Mas abandonamos estas divagações introdutórias, para centrarmos a nossa atenção na árdua tarefa de deslindar a complexidade legislativa que vise proteger as nossas criancinhas dos males de mundo! Como era expectável, num Estado social, não raras vezes paternalistas, de quando em quando um Estado “paizinho”, identificamos várias e diferentes leis que procuram desideratos iguais ou semelhantes.Começando esta devassa legislativa pelo topo, recorremos à Constituição da Republica Portuguesa que, entre outros primados, pugna que “as crianças têm direito à protecção da sociedade e do Estado, com vista ao seu desenvolvimento integral, especialmente contra todas as formas de abandono, de discriminação e de opressão e contra o exercício abusivo da autoridade na família e nas demais instituições.” (art.º 69 da CRP)

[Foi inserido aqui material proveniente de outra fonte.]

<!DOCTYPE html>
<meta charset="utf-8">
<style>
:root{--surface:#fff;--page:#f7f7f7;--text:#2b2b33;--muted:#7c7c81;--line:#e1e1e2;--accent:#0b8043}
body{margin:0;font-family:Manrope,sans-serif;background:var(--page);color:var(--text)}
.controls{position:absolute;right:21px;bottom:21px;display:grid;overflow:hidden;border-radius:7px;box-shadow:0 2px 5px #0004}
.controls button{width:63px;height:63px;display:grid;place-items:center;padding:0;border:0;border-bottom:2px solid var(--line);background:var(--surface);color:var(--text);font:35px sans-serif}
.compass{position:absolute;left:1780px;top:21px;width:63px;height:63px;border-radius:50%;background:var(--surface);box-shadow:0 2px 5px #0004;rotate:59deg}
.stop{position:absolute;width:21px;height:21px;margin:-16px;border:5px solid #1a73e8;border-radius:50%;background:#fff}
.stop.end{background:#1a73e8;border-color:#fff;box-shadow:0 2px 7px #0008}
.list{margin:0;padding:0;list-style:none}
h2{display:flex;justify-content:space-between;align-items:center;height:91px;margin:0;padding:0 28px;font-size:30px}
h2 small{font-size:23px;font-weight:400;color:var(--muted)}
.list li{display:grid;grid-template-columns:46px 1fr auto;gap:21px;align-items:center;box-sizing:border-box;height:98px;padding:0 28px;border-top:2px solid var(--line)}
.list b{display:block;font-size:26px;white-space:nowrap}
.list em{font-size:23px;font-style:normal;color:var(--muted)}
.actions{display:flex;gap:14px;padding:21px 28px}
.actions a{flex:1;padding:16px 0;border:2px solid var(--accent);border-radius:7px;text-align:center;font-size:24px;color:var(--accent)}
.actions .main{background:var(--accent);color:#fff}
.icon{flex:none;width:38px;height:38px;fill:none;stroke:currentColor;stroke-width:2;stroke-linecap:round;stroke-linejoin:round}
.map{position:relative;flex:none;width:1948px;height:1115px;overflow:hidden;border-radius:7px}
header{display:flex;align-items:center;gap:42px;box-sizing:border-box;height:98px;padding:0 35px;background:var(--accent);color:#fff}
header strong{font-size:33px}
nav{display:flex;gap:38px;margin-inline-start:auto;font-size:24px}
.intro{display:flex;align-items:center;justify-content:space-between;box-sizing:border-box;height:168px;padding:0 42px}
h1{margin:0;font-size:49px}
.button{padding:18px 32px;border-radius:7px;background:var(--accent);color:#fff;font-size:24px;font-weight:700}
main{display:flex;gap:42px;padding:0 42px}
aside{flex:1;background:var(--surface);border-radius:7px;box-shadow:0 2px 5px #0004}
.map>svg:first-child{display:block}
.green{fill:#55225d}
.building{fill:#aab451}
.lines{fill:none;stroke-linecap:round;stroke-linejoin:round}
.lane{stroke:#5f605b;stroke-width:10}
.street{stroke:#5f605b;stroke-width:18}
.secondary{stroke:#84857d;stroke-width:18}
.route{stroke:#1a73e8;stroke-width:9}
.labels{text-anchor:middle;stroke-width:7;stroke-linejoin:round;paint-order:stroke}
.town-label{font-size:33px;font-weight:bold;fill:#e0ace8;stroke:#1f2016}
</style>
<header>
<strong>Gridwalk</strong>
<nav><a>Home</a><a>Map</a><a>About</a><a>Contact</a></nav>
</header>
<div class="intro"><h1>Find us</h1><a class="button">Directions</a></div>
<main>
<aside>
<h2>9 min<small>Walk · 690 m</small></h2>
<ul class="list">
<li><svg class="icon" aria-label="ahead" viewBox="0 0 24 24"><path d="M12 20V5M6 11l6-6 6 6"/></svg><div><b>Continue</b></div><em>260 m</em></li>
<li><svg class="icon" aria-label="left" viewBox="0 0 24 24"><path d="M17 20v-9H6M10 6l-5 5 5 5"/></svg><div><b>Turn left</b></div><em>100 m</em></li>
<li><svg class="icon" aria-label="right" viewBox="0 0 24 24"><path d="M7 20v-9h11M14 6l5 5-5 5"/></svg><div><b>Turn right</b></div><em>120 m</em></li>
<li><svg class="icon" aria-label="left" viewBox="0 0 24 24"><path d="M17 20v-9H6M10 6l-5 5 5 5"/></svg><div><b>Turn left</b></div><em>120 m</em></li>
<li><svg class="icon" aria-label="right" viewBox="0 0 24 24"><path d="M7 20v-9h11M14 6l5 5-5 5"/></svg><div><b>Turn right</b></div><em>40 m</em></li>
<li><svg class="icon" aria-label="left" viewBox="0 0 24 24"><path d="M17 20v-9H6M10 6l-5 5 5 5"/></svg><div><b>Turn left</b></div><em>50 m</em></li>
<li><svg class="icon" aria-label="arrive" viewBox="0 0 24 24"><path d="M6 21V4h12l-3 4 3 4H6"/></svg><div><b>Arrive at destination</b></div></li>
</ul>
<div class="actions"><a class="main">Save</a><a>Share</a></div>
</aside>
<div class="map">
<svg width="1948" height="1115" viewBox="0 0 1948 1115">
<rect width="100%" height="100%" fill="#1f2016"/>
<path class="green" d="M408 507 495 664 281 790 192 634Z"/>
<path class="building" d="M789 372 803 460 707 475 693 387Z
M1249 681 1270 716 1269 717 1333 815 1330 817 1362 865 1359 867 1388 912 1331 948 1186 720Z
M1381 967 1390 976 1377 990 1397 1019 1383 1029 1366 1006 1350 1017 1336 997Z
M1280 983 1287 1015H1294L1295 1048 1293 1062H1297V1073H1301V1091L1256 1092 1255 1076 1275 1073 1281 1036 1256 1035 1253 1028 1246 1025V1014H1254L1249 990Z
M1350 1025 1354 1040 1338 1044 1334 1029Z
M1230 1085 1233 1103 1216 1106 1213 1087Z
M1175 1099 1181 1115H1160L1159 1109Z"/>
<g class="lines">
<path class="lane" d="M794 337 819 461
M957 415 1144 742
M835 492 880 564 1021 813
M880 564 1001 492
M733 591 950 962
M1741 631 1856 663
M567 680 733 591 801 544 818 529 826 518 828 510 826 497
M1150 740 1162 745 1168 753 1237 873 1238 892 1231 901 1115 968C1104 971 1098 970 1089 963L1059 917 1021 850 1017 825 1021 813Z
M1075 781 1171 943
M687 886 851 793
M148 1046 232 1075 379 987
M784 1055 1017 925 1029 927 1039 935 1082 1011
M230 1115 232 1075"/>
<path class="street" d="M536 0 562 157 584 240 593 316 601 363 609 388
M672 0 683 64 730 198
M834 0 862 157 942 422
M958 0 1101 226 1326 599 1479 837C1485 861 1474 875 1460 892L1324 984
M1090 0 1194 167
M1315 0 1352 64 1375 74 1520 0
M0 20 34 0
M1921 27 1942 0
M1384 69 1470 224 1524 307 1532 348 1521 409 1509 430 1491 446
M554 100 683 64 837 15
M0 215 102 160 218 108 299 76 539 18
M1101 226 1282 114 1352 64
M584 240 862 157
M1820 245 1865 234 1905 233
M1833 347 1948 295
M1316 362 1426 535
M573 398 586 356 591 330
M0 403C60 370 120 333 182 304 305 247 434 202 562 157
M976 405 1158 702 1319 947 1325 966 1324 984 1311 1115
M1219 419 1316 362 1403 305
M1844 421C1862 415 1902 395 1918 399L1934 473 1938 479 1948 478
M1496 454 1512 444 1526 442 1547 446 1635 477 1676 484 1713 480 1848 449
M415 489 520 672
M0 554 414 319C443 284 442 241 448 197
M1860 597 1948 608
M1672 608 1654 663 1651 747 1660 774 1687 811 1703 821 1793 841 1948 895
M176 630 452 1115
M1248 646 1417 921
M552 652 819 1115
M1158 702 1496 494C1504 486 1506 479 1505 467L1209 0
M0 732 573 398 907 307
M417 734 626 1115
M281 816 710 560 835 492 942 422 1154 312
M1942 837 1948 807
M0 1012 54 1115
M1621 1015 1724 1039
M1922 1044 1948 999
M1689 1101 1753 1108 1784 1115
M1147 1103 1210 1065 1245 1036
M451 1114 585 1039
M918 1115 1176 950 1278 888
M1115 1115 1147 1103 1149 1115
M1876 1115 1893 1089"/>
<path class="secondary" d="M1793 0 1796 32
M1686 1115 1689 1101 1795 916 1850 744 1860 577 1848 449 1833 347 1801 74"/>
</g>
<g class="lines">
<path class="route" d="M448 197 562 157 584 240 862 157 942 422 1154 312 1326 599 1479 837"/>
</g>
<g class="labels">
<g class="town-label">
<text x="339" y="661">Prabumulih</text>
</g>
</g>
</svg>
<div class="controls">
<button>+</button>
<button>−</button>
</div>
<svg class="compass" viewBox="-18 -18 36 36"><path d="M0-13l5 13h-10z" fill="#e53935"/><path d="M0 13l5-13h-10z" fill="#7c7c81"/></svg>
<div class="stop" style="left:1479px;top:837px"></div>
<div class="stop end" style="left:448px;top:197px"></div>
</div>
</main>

Tendo como fonte as Nações Unidas, A Convenção dos Direito da Criança, que define criança como “todo o ser humano menor de 18 ano” (art.º 1), depois de um extenso rol identificativo dos direitos fundamentais das crianças, debruçando-se especificamente sobre a questão dos Media dispõem que:Artigo 17.ºOs Estados Partes reconhecem a importância da função exercida pelos órgãos de comunicação social e asseguram o acesso da criança à informação e a documentos provenientes de fontes nacionais e internacionais diversas, nomeadamente aqueles que visem promover o seu bem-estar social, espiritual e moral, assim como a sua saúde física e mental. Para esse efeito, os Estados Partes devem:a) Encorajar os órgãos de comunicação social a difundir informação e documentos que revistam utilidade social e cultural para a criança e se enquadrem no espírito do artigo 29.º;b) Encorajar a cooperação internacional tendente a produzir, trocar e difundir informação e documentos dessa natureza, provenientes de diferentes fontes culturais, nacionais e internacionais;c) …Procurando respostas no Direito Interno Português à problemática dos Media e do desenvolvimento infantil, fazemos alusão a duas normas que são nucleares nesta temática; fazemos alusão ao preceituado no Código da Publicidade e na Lei da Televisão (descuramos a problemática da Imprensa e da Rádio, porque é manifesto que exercem uma menor influência nas crianças).
Começando pelo fim, i e, pela Lei da Televisão, detemo-nos no art.º 24 que determina que “1 - Todos os elementos dos serviços de programas devem respeitar, no que se refere à sua apresentação e ao seu conteúdo, a dignidade da pessoa humana, os direitos fundamentais e a livre formação da personalidade das crianças e adolescentes, não devendo, em caso algum, conter pornografia em serviço de acesso não condicionado, violência gratuita ou incitar ao ódio, ao racismo e à xenofobia; 2 - Quaisquer outros programas susceptíveis de influírem de modo negativo na formação da personalidade das crianças ou de adolescentes ou de afectarem outros públicos vulneráveis só podem ser transmitidos entre as 23 e as 6 horas e acompanhados da difusão permanente de um identificativo visual apropriado.”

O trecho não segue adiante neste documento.